Helicobacter pylori uptake and efflux: basis for intrinsic susceptibility to antibiotics in vitro

Abstract

We previously demonstrated (M. M. Exner, P. Doig, T. J. Trust, and R. E. W. Hancock, Infect. Immun. 63:1567-1572, 1995) that Helicobacter pylori has at least one nonspecific porin, HopE, which has a low abundance in the outer membrane but forms large channels. H. pylori is relatively susceptible to most antimicrobial agents but less susceptible to the polycationic antibiotic polymyxin B. We demonstrate here that H. pylori is able to take up higher basal levels of the hydrophobic fluorescent probe 1-N-phenylnaphthylamine (NPN) than Pseudomonas aeruginosa or Escherichia coli, consistent with its enhanced susceptibility to hydrophobic agents.

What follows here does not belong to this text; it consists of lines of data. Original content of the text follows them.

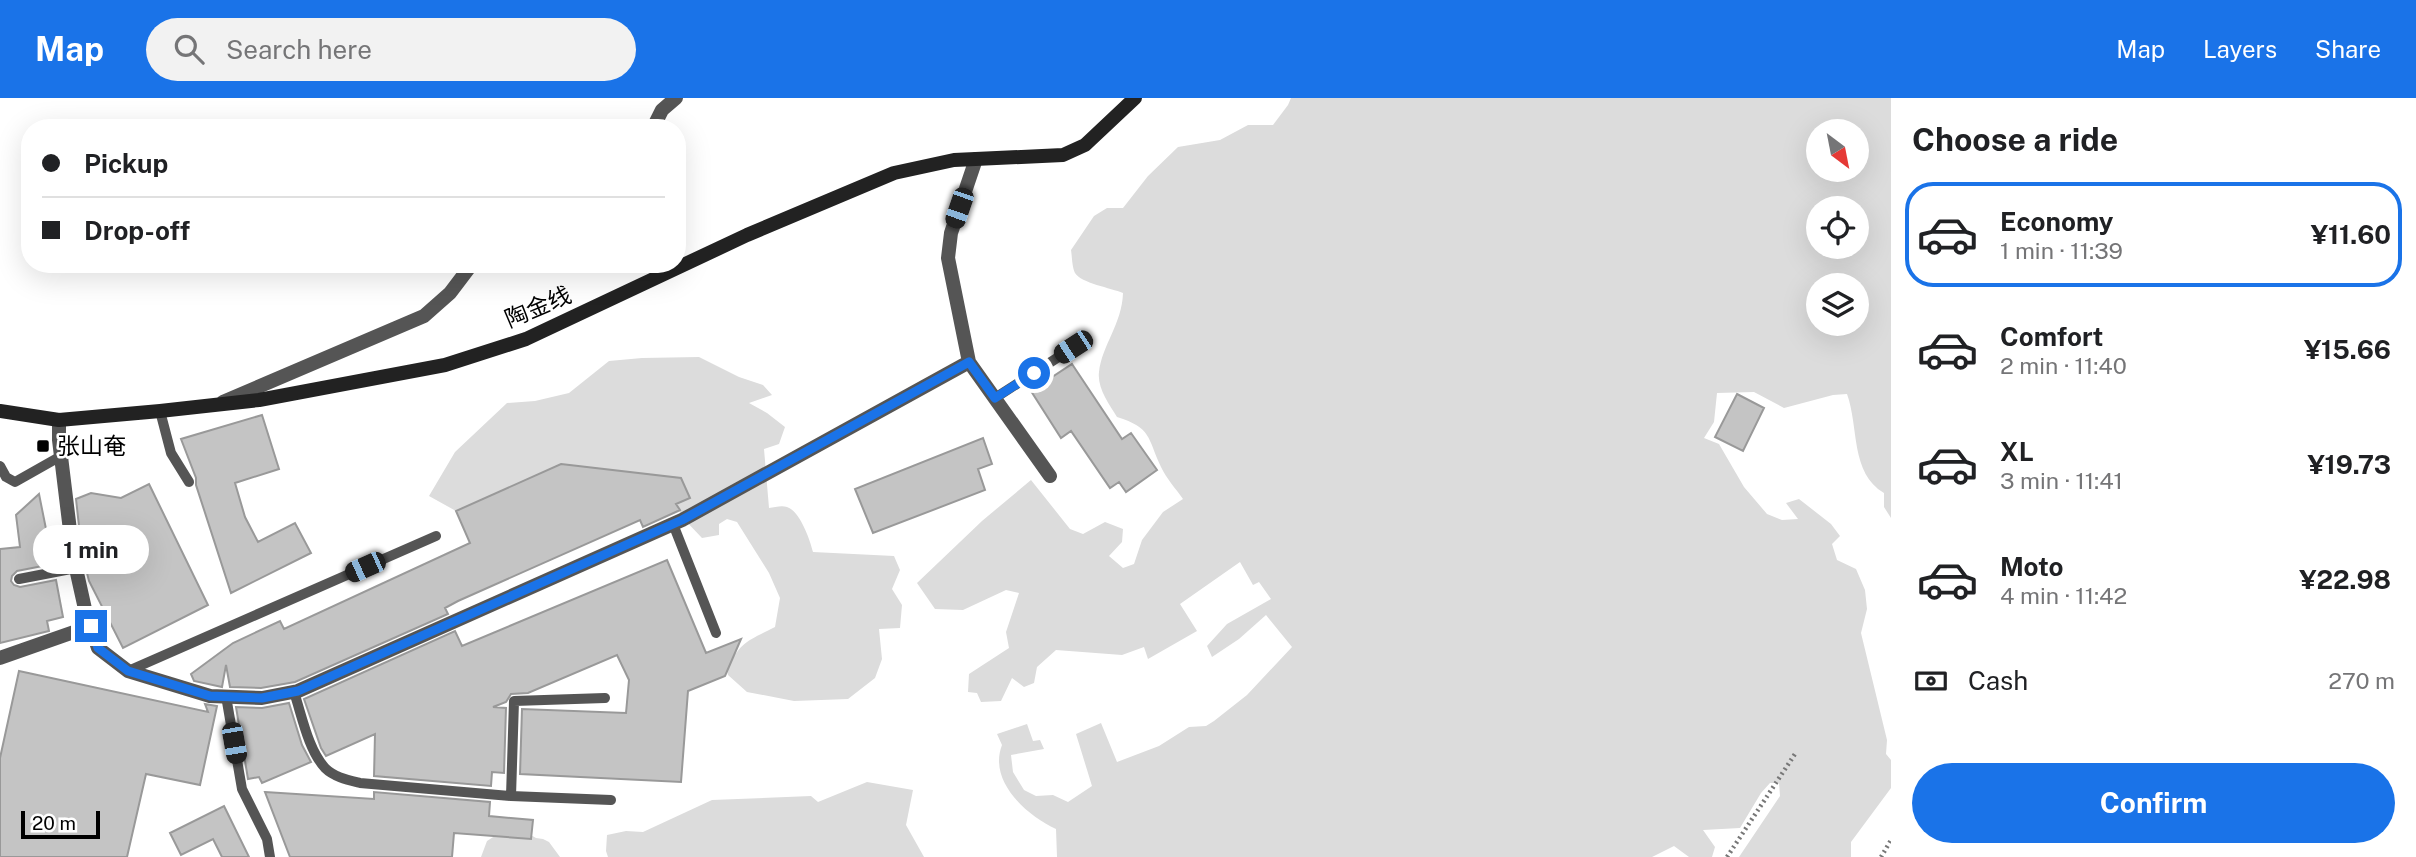 <!DOCTYPE html>
<html lang="en">
<head>
<meta charset="utf-8">
<style>
	:root { --surface:#fff; --page:#f2f2f2; --text:#202124; --muted:#757577; --line:#e0e0e0; --accent:#1a73e8 }
	body { margin:0; font-family:"Public Sans","Noto Sans SC",sans-serif; background:var(--page); color:var(--text); height:100vh; display:flex; flex-direction:column; font-size:26px; white-space:nowrap }
	* { box-sizing:border-box; margin:0 }
	p { font-size:23px; color:var(--muted) }
	.icon { flex:none; width:38px; height:38px; fill:none; stroke:currentColor; stroke-width:2; stroke-linecap:round; stroke-linejoin:round }
	.map { position:relative; flex:1; overflow:hidden }
	.drawer { display:flex; flex-direction:column; background:var(--surface); width:525px }
	.drawer>* { flex:none }
	.hud { position:absolute; left:21px; top:21px; width:665px; height:154px; border-radius:28px; box-shadow:0 7px 28px #0002; display:grid; align-content:center; height:154px; padding:0 21px; background:var(--surface) }
	.needle { width:46px; rotate:148deg }
	.fabs { position:absolute; left:1806px; top:21px; display:grid; gap:14px }
	.fabs a { display:grid; place-items:center; width:63px; height:63px; border-radius:50%; background:var(--surface); box-shadow:0 7px 28px #0002; font-size:35px }
	.scale { position:absolute; left:21px; bottom:18px; width:79px; box-sizing:border-box; padding-left:7px; border:4px solid #000; border-top:0; font-size:19px; line-height:24px; white-space:nowrap; color:#000; -webkit-text-stroke:5px #fff; paint-order:stroke }
	.end { position:absolute; width:32px; height:32px; margin:-16px; border:9px solid #1a73e8; background:#fff; box-shadow:0 0 0 4px #fff }
	.from { border-radius:50% }
	.bubble { position:absolute; height:49px; border-radius:24px; background:var(--surface); box-shadow:0 7px 28px #0002; font-size:23px; font-weight:700; line-height:49px; text-align:center }
	.car { position:absolute; width:21px; height:42px; margin:-21px -10px; border-radius:9px; box-shadow:0 0 5px 2px #0007; background:linear-gradient(#222 24%,#8ab4d8 0 40%,#222 0 76%,#8ab4d8 0 86%,#222 0) }
	.hud b { display:flex; align-items:center; gap:24px; height:66px; font-size:26px }
	.hud b+b { border-top:2px solid var(--line) }
	.hud i { width:18px; height:18px; background:var(--text) }
	ul { padding:0; list-style:none }
	li { display:flex; align-items:center; gap:21px; height:105px; margin:0 14px 10px; padding:0 7px; border:4px solid transparent; border-radius:28px }
	li div { flex:1 }
	li b { display:block; font-size:26px }
	li em { font-style:normal; font-weight:700 }
	li.active { border-color:var(--accent) }
	li>.icon { width:63px; height:63px; stroke-width:1.5 }
	h2 { padding:0 21px; font-size:32px; line-height:84px }
	.pay { display:flex; align-items:center; gap:18px; height:77px; padding:0 21px; font-size:26px }
	.pay p { margin-inline-start:auto }
	.action { display:flex; gap:14px; margin-top:auto; padding:14px 21px }
	.action a { flex:1; height:80px; border-radius:42px; background:var(--accent); color:#fff; font-size:28px; font-weight:700; line-height:80px; text-align:center }
	header { display:flex; align-items:center; gap:42px; box-sizing:border-box; height:98px; padding:0 35px; background:var(--accent); color:#fff }
	header strong { font-size:33px }
	nav { display:flex; gap:38px; margin-inline-start:auto; font-size:24px }
	.search { width:490px; height:63px; background:var(--page); display:flex; align-items:center; gap:18px; box-sizing:border-box; padding:0 24px; border-radius:38px; color:var(--muted); font-size:26px }
	main { display:flex; flex:1; min-height:0 }
	.map>svg:first-child { display:block }
	.green { fill:#dcdcdc; fill-rule:evenodd }
	.building { fill:#c4c4c4; stroke:#999; stroke-width:2 }
	.lines { fill:none; stroke-linecap:round; stroke-linejoin:round }
	.path { stroke:#777; stroke-width:4.5; stroke-dasharray:2 3.5; stroke-linecap:butt }
	.lane { stroke:#555; stroke-width:10 }
	.street { stroke:#555; stroke-width:14 }
	.secondary { stroke:#222; stroke-width:14 }
	.route { stroke:#1a73e8; stroke-width:9 }
	.poi-dot { fill:#000; stroke:#fff; stroke-width:2.5 }
	.labels { text-anchor:middle; stroke-width:5; stroke-linejoin:round; paint-order:stroke }
	.street-label { font-size:23px; fill:#000; stroke:#fff }
	.poi-label { font-size:23px; fill:#000; stroke:#fff; text-anchor:start }
</style>
</head>
<body>
<header>
<strong>Map</strong>
<div class="search"><svg class="icon" aria-label="search" viewBox="0 0 24 24"><circle cx="10" cy="10" r="6"/><path d="M15 15l6 6"/></svg>Search here</div>
<nav><a>Map</a><a>Layers</a><a>Share</a></nav>
</header>
<main>
<div class="map">
<svg width="1891" height="759" viewBox="0 0 1891 759">
	<rect width="100%" height="100%" fill="#fff"/>
	<path class="green" d="M1291,0H1891V420L1884,409V395C1850,375 1859,329 1847,296L1833,297L1784,310L1754,294L1717,295L1714,324L1704,340L1719,346L1744,389L1767,416L1782,422L1798,421L1786,405L1799,401L1831,426L1840,438L1832,446L1837,462L1856,471L1865,492L1867,511L1861,535L1887,642L1886,656L1891,662V690L1851,744V759H1739L1780,698L1779,685H1770L1761,695L1740,730L1703,732L1715,749L1712,759H1689L1674,748L1652,759H1057L1056,731C1026,717 988,683 1002,647L997,636L1027,626L1033,643L1040,642L1044,651L1011,657L1013,674L1024,692L1036,698L1053,697L1068,704L1092,688L1076,636L1101,625L1117,664L1159,648L1189,629L1206,628L1214,623L1247,597L1292,549L1266,517L1239,541L1212,559L1207,548L1227,526L1271,501L1259,484L1253,487L1240,464L1180,506L1197,533L1148,561L1144,549L1122,557L1056,552L1037,569L1034,585L1024,589L1012,580L1001,603L981,604L977,595L968,594L969,576L1009,550L1006,534L1019,495L1006,492L963,512L935,511L917,485L982,423L1031,382L1070,431L1083,436L1105,424L1123,431L1122,444L1109,458L1123,470L1134,466L1142,442L1163,414L1183,401C1176,391 1166,380 1161,369C1147,339 1152,330 1117,319C1109,306 1097,290 1099,274C1102,247 1122,226 1123,195C1111,190 1081,185 1075,175C1072,169 1072,158 1071,152L1094,118L1107,110H1123L1148,78L1178,49L1220,42L1248,27H1273L1288,7ZM1818,33H1857V72H1818ZM1857,110V149H1818V110ZM1857,187V226H1818V187Z
		M699,259L739,279L763,287L772,297L749,305L767,315L785,329L779,346L764,351L769,410C775,409 782,407 787,409C800,413 810,442 813,454L894,458L900,472L892,491L902,507L900,530L879,531L882,561L875,580L848,601L794,603L747,594L728,577L727,573C739,544 748,543 775,529L780,500L769,475L737,424L727,421L719,426V437L702,440L682,419L676,406L690,399L681,380L561,366L456,413L429,398L455,354L507,305L535,303L569,295L609,263L642,260Z
		M867,684L913,692L906,727L924,759H608L606,753L607,737L626,733L643,734L712,702L811,698L818,704Z
		M504,732H522L536,740L543,741L549,744L560,759H481L487,743Z"/>
	<path class="building" d="M1072,266L1122,341L1131,335L1157,372L1126,394L1119,384L1110,390L1071,333L1061,340L1031,293Z
		M1737,296L1764,310L1743,353L1715,339Z
		M262,317L279,371L235,385L245,419L258,444L295,425L311,455L231,495L196,387V380L181,341Z
		M983,340L992,366L978,371L985,392L873,435L855,391Z
		M561,366L681,380L690,400L676,406L680,412L678,413L643,429L640,422L458,503L445,510L448,516L295,584L261,590L230,589L226,567L222,589L194,583L191,576L233,545L280,523L284,531L470,445L456,413Z
		M149,386L208,507L123,550L89,483L82,455L76,401L91,395L121,400Z
		M39,396L53,466L17,473L12,478L11,483L14,487L20,489L56,482L63,519L47,523L49,533L0,545V451L20,449L16,417Z
		M667,462L706,555L741,541L725,578L688,593L681,684L520,676L522,611L626,615L629,582L617,557L528,595L511,596L506,604L493,609L506,610L504,675L492,674L491,688L374,678L375,636L326,658L321,650L304,601L455,533L462,548Z
		M19,573L208,614L205,606L217,608L200,687L146,676L127,759H0V660Z
		M289,605L302,647L311,664L262,685L259,679L248,681L236,609L262,610Z
		M265,694L374,701V694L490,704L489,718L533,722L531,741L454,735L452,759H290Z
		M224,708L249,759H222L213,741L181,757L170,735Z"/>
	<g class="lines">
		<path class="path" d="M1727,759L1795,656
			M1881,759L1891,742"/>
		<path class="lane" d="M995,300L1074,249
			M160,313L171,355L189,384
			M0,368L6,379L15,384L61,358
			M673,426L716,535
			M19,481L76,470
			M128,573L436,438
			M294,594C302,618 308,651 325,670C334,679 348,682 360,685L511,698L514,603L605,600
			M226,598L242,691L267,741L270,759
			M511,698L611,702"/>
		<path class="street" d="M653,30L662,12L676,0
			M969,264L1050,378
			M223,304L424,218L450,195L472,166
			M59,322V342L73,457L85,511L98,550L128,573L210,598L262,600L298,593L682,422L969,264L948,160L951,135L976,61
			M0,560L91,528"/>
		<path class="secondary" d="M0,313L59,322L160,313L259,302L445,267L526,241L747,137L894,75L954,62L1063,57L1085,47L1135,0"/>
	</g>
	<g class="lines">
		<path class="route" d="M91,528L98,550L128,573L210,598L262,600L298,593L682,422L969,264L995,300L1034,275"/>
	</g>
	<rect class="poi-dot" x="36" y="341" width="14" height="14" rx="3.5"/>
	<g class="labels">
		<g class="street-label">
			<text transform="translate(538 209) rotate(-23)" y="8">陶金线</text>
		</g>
		<g class="poi-label">
			<text x="57" y="356">张山奄</text>
		</g>
	</g>
</svg>
<div class="fabs">
<a><svg class="needle" viewBox="-14 -14 28 28"><path d="M0-13l5 13h-10z" fill="#e53935"/><path d="M0 13l5-13h-10z" fill="#757577"/></svg></a>
<a><svg class="icon" aria-label="locate" viewBox="0 0 24 24"><circle cx="12" cy="12" r="6"/><path d="M12 2v4M12 18v4M2 12h4M18 12h4"/></svg></a>
<a><svg class="icon" aria-label="layers" viewBox="0 0 24 24"><path d="M12 4l9 5-9 5-9-5zM3 14l9 5 9-5"/></svg></a>
</div>
<div class="scale">20 m</div>
<i class="end from" style="left:1034px;top:275px"></i>
<i class="end" style="left:91px;top:528px"></i>
<div class="bubble" style="left:33px;top:427px;width:116px">1 min</div>
<i class="car" style="left:959px;top:110px;rotate:199deg"></i>
<i class="car" style="left:1073px;top:249px;rotate:237deg"></i>
<i class="car" style="left:365px;top:469px;rotate:246deg"></i>
<i class="car" style="left:234px;top:645px;rotate:170deg"></i>
<div class="hud">
<b><i class="from"></i>Pickup</b>
<b><i></i>Drop-off</b>
</div>
</div>
<section class="drawer">
<h2>Choose a ride</h2>
<ul>
<li class="active"><svg class="icon" aria-label="car" viewBox="0 0 24 24"><path d="M5 17H2v-5l4-1 3-4h7l3 4 3 1v5h-3M9 17h6M6 11h13"/><circle cx="7" cy="17" r="2"/><circle cx="17" cy="17" r="2"/></svg><div><b>Economy</b><p>1 min · 11:39</p></div><em>¥11.60</em></li>
<li><svg class="icon" aria-label="car" viewBox="0 0 24 24"><path d="M5 17H2v-5l4-1 3-4h7l3 4 3 1v5h-3M9 17h6M6 11h13"/><circle cx="7" cy="17" r="2"/><circle cx="17" cy="17" r="2"/></svg><div><b>Comfort</b><p>2 min · 11:40</p></div><em>¥15.66</em></li>
<li><svg class="icon" aria-label="car" viewBox="0 0 24 24"><path d="M5 17H2v-5l4-1 3-4h7l3 4 3 1v5h-3M9 17h6M6 11h13"/><circle cx="7" cy="17" r="2"/><circle cx="17" cy="17" r="2"/></svg><div><b>XL</b><p>3 min · 11:41</p></div><em>¥19.73</em></li>
<li><svg class="icon" aria-label="car" viewBox="0 0 24 24"><path d="M5 17H2v-5l4-1 3-4h7l3 4 3 1v5h-3M9 17h6M6 11h13"/><circle cx="7" cy="17" r="2"/><circle cx="17" cy="17" r="2"/></svg><div><b>Moto</b><p>4 min · 11:42</p></div><em>¥22.98</em></li>
</ul>
<div class="pay"><svg class="icon" aria-label="cash" viewBox="0 0 24 24"><path d="M3 7h18v10H3z"/><circle cx="12" cy="12" r="2"/></svg>Cash<p>270 m</p></div>
<div class="action"><a>Confirm</a></div>
</section>
</main>
</body>
</html>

Addition of polymyxin B led to a further increase in NPN uptake, indicative of a self-promoted uptake pathway, but it required a much higher amount of polymyxin B to yield a 50% increase in NPN uptake in H. pylori (6 to 8 microg/ml) than in P. aeruginosa or E. coli (0.3 to 0.5 microg/ml), suggesting that H. pylori has a less efficient self-promoted uptake pathway. Since intrinsic resistance involves the collaboration of restricted outer membrane permeability and secondary defense mechanisms, such as periplasmic beta-lactamase (which H. pylori lacks) or efflux, we examined the possible role of efflux in antibiotic susceptibility. We had previously identified in H. pylori 11637 the presence of portions of three genes with homology to potential restriction-nodulation-division (RND) efflux systems. It was confirmed that H. pylori contained only these three putative RND efflux systems, named here hefABC, hefDEF, and hefGHI, and that the hefGHI system was expressed only in vivo while the two other RND systems were expressed both in vivo and in vitro. In uptake studies, there was no observable energy-dependent tetracycline, chloramphenicol, or NPN efflux activity in H. pylori. Independent mutagenesis of the three putative RND efflux operons in the chromosome of H. pylori had no effect on the in vitro susceptibility of H. pylori to 19 antibiotics. These results, in contrast to what is observed in E. coli, P. aeruginosa, and other clinically important gram-negative bacteria, suggest that active efflux does not play a role in the intrinsic resistance of H. pylori to antibiotics.

FIG. 1

Uptake of NPN by E. coli (A) and H. pylori (B) in the presence of NPN alone (dashed lines), after the addition of NPN and polymyxin B (solid lines), and after incubation of E. coli with CCCP prior to the addition of NPN and polymyxin B (dotted lines). a. u., arbitrary unit.

FIG. 2

Phylogenetic tree showing the relationship of the H. pylori RND pump proteins to other RND pump proteins. The three putative H. pylori RND efflux pump proteins (HefC, HefF, and HefI) are divergent from the clusters of RND efflux pump proteins involved in the efflux of divalent cations (CnrA [Ralstonia eutropha], NccA [Alcaligenes denitrificans], HelA [Legionella pneumophila], and CzcA [R. eutropha]) and those pumps involved in multiple-drug efflux (AcrA [E. coli], MexB [P. aeruginosa], MexD [P. aeruginosa], and MtrD [N. gonorrhoeae]).

FIG. 3

In vitro and in vivo expression of the H. pylori hef operons; RT-PCR of H. pylori grown in vitro (A) and in vivo (B). Lanes 1 to 3 were done with hefF-specific PCR primers, while lanes 4 to 6 were done with the hefI-specific PCR primers. The RT-PCR mixtures in lanes 1 and 4 contained reverse transcriptase, Taq DNA polymerase, and RNA; lanes 2 and 5 are the negative controls and contained Taq DNA polymerase and RNA; lanes 3 and 6 are the positive controls and contained all the nucleic acids (prior to DNase treatment) plus Taq DNA polymerase. Lanes S, size standards.

FIG. 4

CCCP inhibition of [³H]chloramphenicol uptake by H. pylori (solid bars) and H. pylori pretreated with 40 μM CCCP (open bars). The cells were incubated separately in the presence of [³H]chloramphenicol. Aliquots were removed at 1, 15, 30, and 45 min following the addition of [³H]chloramphenicol and processed as stated in Materials and Methods. The amount of radioactivity on the filter was determined by scintillation counting. The relative uptake is defined as the percentage of radioactivity (counts per minute) accumulated by the cells divided by the total radioactivity (counts per minute) present. Representative results from one of three experiments are shown.